• **AIM OF THE TASK**
From the listing below, pull out every line where the string "комн" appears.

>>>

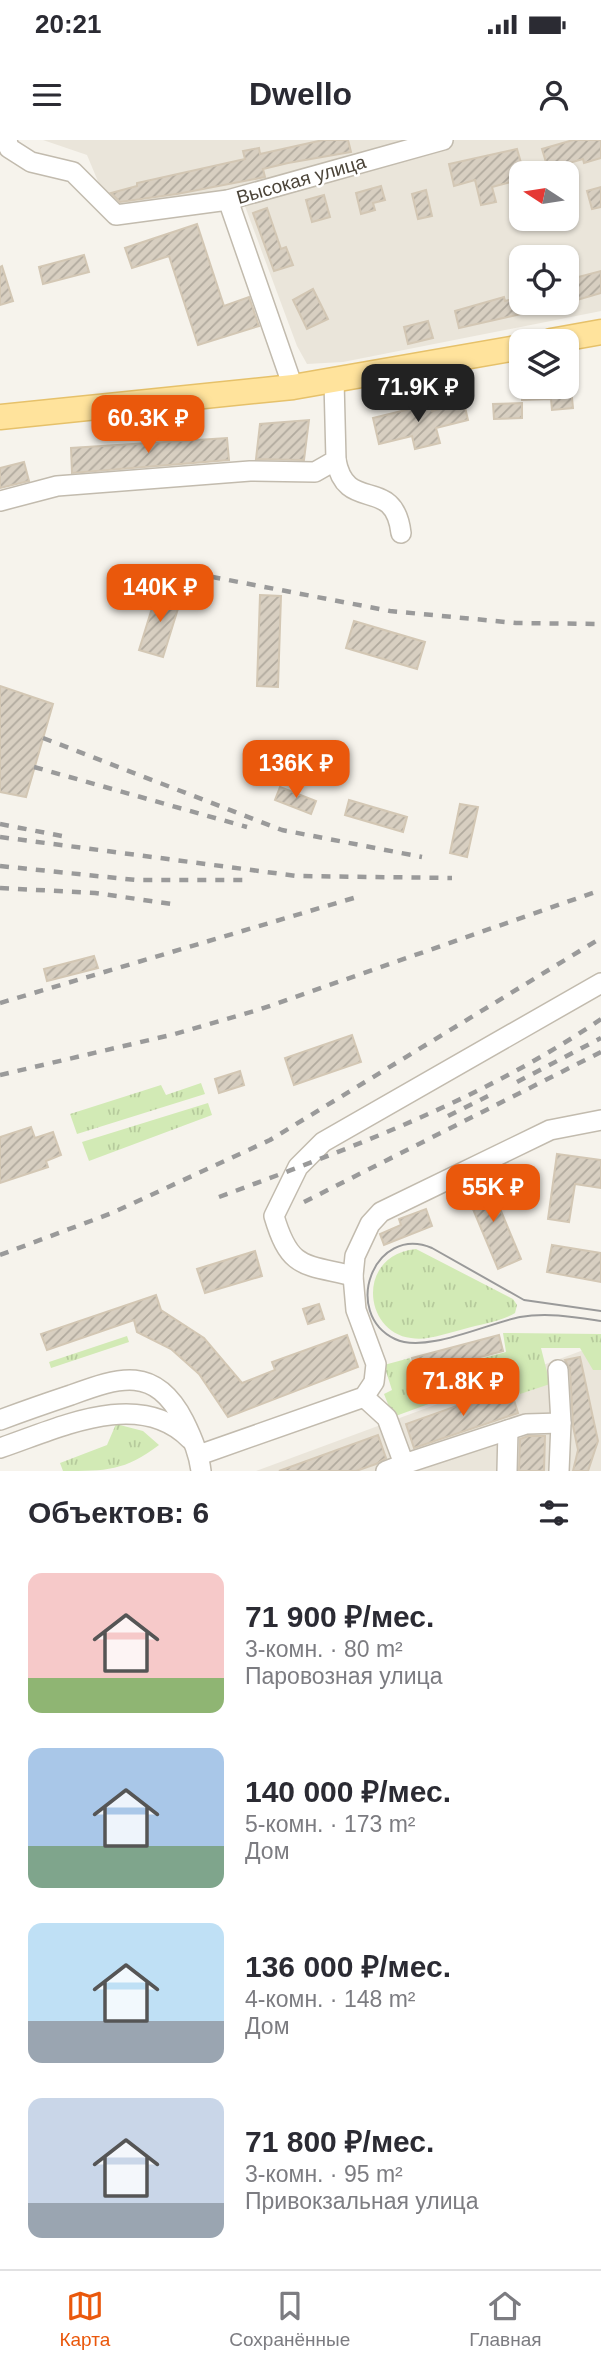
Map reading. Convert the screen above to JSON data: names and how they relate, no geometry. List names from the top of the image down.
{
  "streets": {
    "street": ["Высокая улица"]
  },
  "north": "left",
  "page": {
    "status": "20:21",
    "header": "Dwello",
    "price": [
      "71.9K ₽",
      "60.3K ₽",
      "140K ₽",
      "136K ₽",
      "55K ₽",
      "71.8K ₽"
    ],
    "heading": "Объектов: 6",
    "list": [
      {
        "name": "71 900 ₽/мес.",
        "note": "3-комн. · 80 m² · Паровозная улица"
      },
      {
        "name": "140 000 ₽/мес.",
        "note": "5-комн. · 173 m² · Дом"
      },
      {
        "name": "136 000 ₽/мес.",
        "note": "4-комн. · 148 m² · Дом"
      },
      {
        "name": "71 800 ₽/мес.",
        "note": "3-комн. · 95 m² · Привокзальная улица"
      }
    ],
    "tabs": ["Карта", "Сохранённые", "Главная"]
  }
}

<<<

• **ANSWER FOR THE TASK**
        "note": "3-комн. · 80 m² · Паровозная улица"
        "note": "5-комн. · 173 m² · Дом"
        "note": "4-комн. · 148 m² · Дом"
        "note": "3-комн. · 95 m² · Привокзальная улица"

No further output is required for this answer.